[Task objective]:
Copy the entries below word for word, minus the pictures.

== Segment start ==

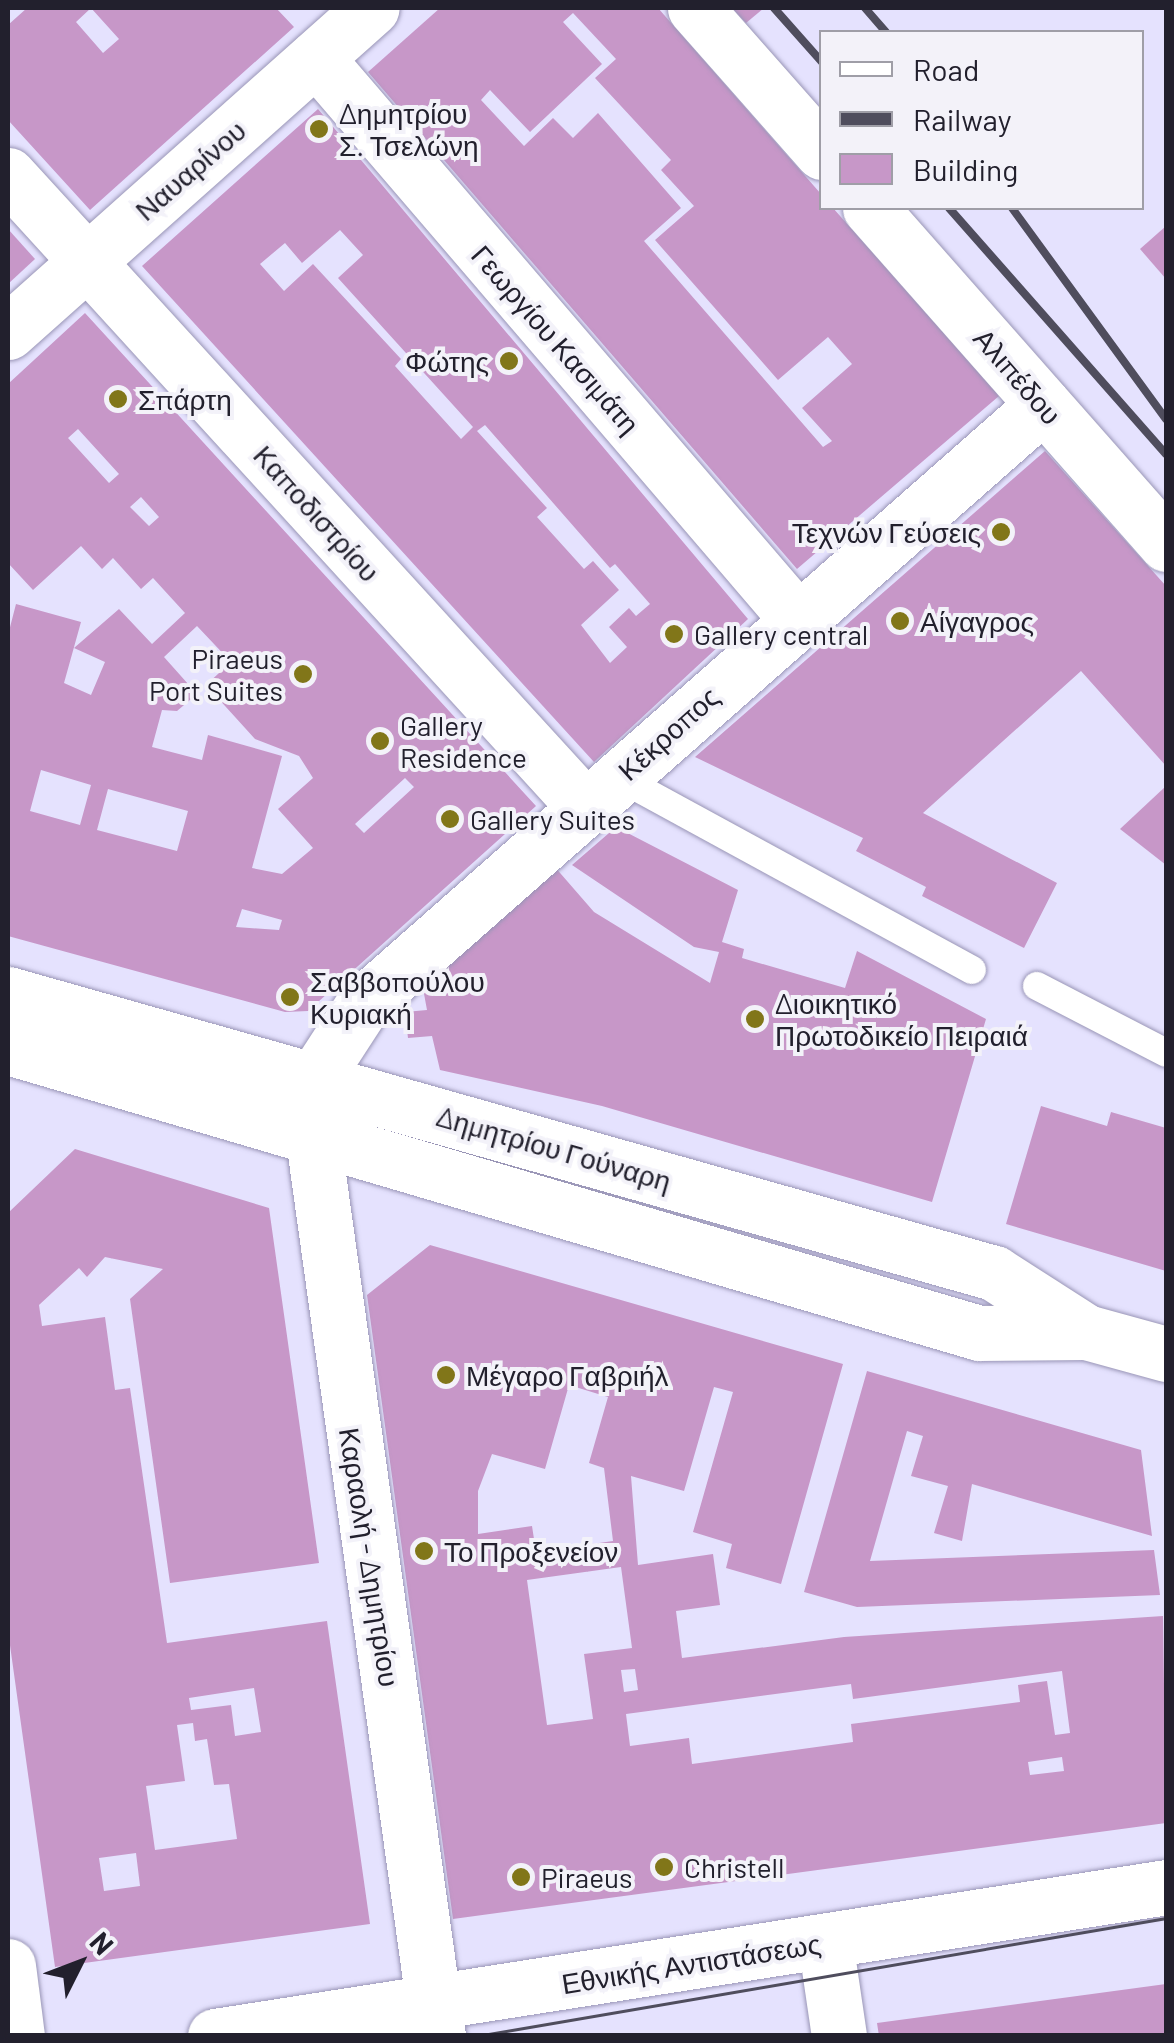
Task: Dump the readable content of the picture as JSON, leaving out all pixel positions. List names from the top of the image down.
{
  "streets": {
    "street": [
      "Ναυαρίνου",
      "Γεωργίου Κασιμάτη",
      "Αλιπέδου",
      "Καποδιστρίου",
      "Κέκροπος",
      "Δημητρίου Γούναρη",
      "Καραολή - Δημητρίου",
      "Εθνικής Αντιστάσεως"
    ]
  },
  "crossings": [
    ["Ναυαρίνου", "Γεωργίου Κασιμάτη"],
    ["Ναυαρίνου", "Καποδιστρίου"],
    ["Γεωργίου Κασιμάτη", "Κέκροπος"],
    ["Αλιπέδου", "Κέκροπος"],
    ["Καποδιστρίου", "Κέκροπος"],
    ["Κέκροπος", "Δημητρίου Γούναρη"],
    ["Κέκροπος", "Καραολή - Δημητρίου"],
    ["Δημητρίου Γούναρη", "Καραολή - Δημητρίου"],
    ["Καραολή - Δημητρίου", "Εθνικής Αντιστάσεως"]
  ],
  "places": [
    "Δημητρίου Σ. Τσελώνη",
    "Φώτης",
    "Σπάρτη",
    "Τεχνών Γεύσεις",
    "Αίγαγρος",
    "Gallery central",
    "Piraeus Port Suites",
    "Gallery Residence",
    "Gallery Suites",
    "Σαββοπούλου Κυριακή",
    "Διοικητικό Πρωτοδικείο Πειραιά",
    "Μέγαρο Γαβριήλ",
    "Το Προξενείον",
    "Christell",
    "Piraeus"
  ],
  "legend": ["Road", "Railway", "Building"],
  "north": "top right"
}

== Segment end ==

[Response to this exercise]:
Task: Dump the readable content of the picture as JSON, leaving out all pixel positions. List names from the top of the image down.
{
  "streets": {
    "street": [
      "Ναυαρίνου",
      "Γεωργίου Κασιμάτη",
      "Αλιπέδου",
      "Καποδιστρίου",
      "Κέκροπος",
      "Δημητρίου Γούναρη",
      "Καραολή - Δημητρίου",
      "Εθνικής Αντιστάσεως"
    ]
  },
  "crossings": [
    ["Ναυαρίνου", "Γεωργίου Κασιμάτη"],
    ["Ναυαρίνου", "Καποδιστρίου"],
    ["Γεωργίου Κασιμάτη", "Κέκροπος"],
    ["Αλιπέδου", "Κέκροπος"],
    ["Καποδιστρίου", "Κέκροπος"],
    ["Κέκροπος", "Δημητρίου Γούναρη"],
    ["Κέκροπος", "Καραολή - Δημητρίου"],
    ["Δημητρίου Γούναρη", "Καραολή - Δημητρίου"],
    ["Καραολή - Δημητρίου", "Εθνικής Αντιστάσεως"]
  ],
  "places": [
    "Δημητρίου Σ. Τσελώνη",
    "Φώτης",
    "Σπάρτη",
    "Τεχνών Γεύσεις",
    "Αίγαγρος",
    "Gallery central",
    "Piraeus Port Suites",
    "Gallery Residence",
    "Gallery Suites",
    "Σαββοπούλου Κυριακή",
    "Διοικητικό Πρωτοδικείο Πειραιά",
    "Μέγαρο Γαβριήλ",
    "Το Προξενείον",
    "Christell",
    "Piraeus"
  ],
  "legend": ["Road", "Railway", "Building"],
  "north": "top right"
}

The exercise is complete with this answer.